Dataset records:
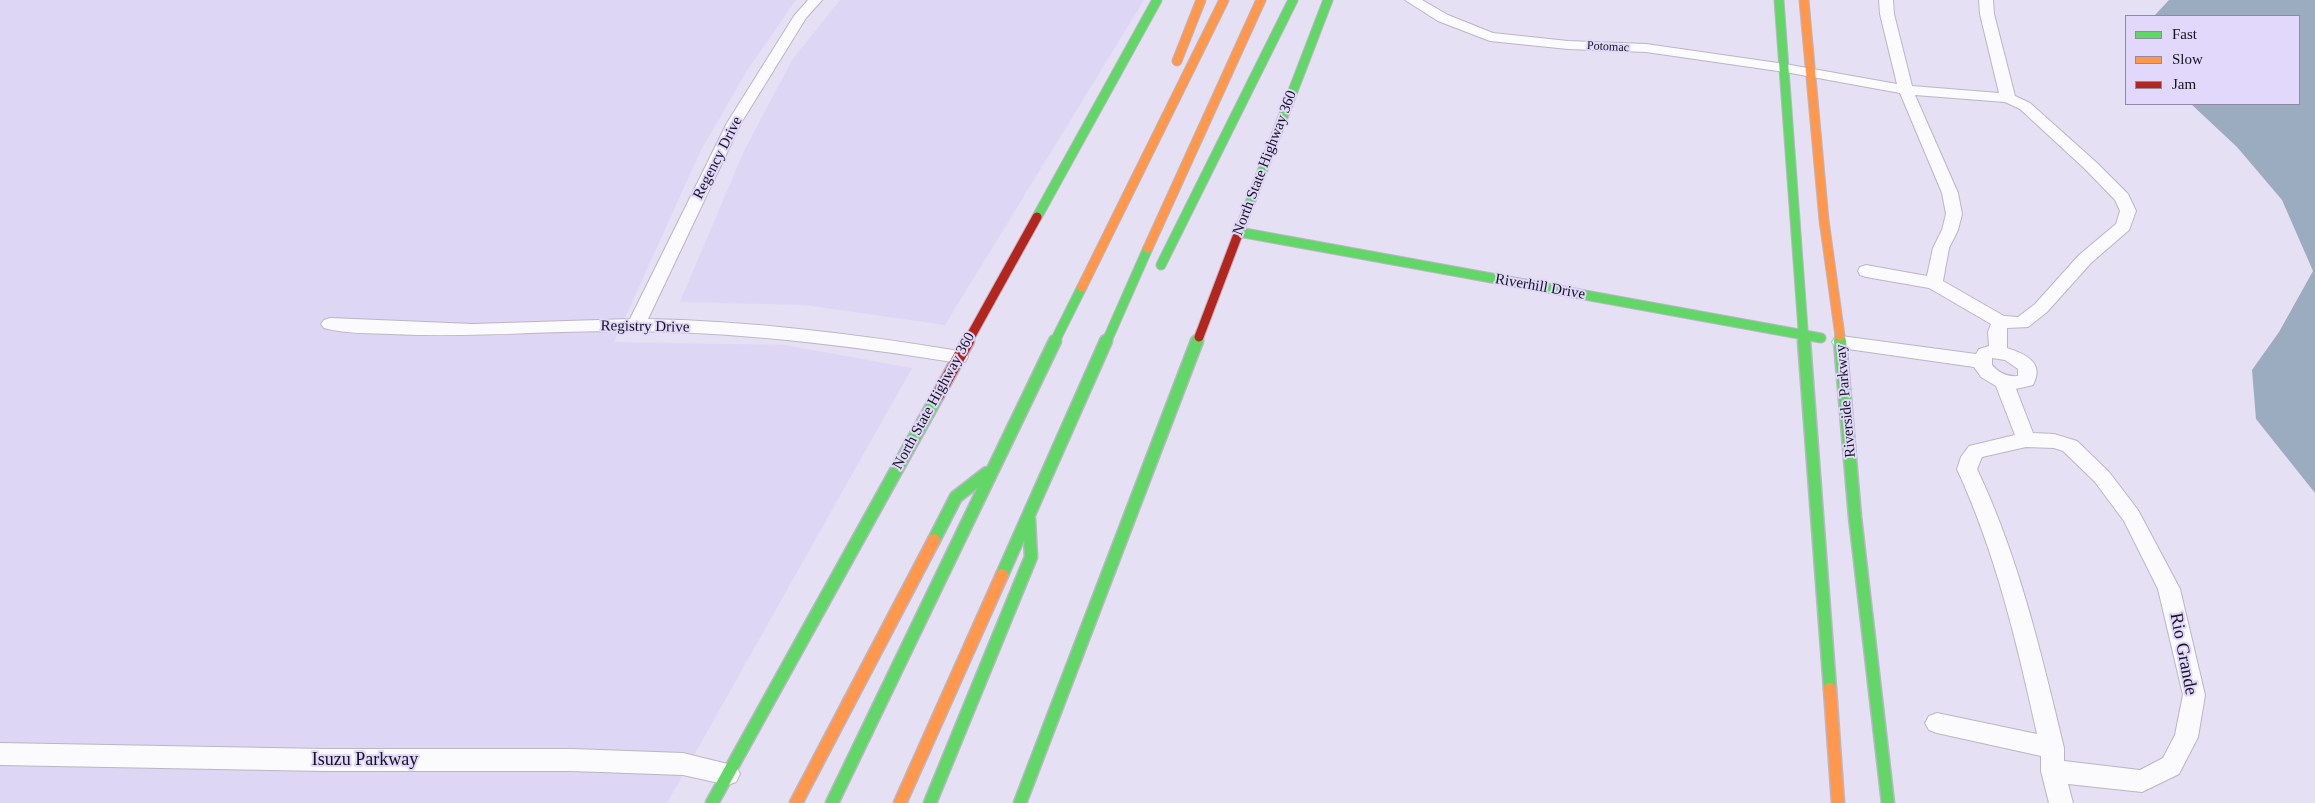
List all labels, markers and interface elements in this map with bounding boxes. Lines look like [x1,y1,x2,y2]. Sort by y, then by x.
legend [2125,15,2300,105]
text: Fast [2172,26,2197,42]
street label: Potomac [1587,39,1629,55]
text: Slow [2172,51,2203,67]
text: Jam [2172,76,2196,92]
street label: North State Highway 360 [1229,88,1301,238]
street label: Regency Drive [689,114,747,202]
street label: Riverhill Drive [1494,270,1586,304]
street label: Registry Drive [600,317,690,337]
street label: North State Highway 360 [889,329,979,473]
street label: Riverside Parkway [1832,344,1860,458]
street label: Rio Grande [2164,611,2202,697]
street label: Isuzu Parkway [312,749,418,771]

Task brief:
Output every record verbatim, excluding any picture it contains.

Output of the task:
List all labels, markers and interface elements in this map with bounding boxes. Lines look like [x1,y1,x2,y2]. Sort by y, then by x.
legend [2125,15,2300,105]
text: Fast [2172,26,2197,42]
street label: Potomac [1587,39,1629,55]
text: Slow [2172,51,2203,67]
text: Jam [2172,76,2196,92]
street label: North State Highway 360 [1229,88,1301,238]
street label: Regency Drive [689,114,747,202]
street label: Riverhill Drive [1494,270,1586,304]
street label: Registry Drive [600,317,690,337]
street label: North State Highway 360 [889,329,979,473]
street label: Riverside Parkway [1832,344,1860,458]
street label: Rio Grande [2164,611,2202,697]
street label: Isuzu Parkway [312,749,418,771]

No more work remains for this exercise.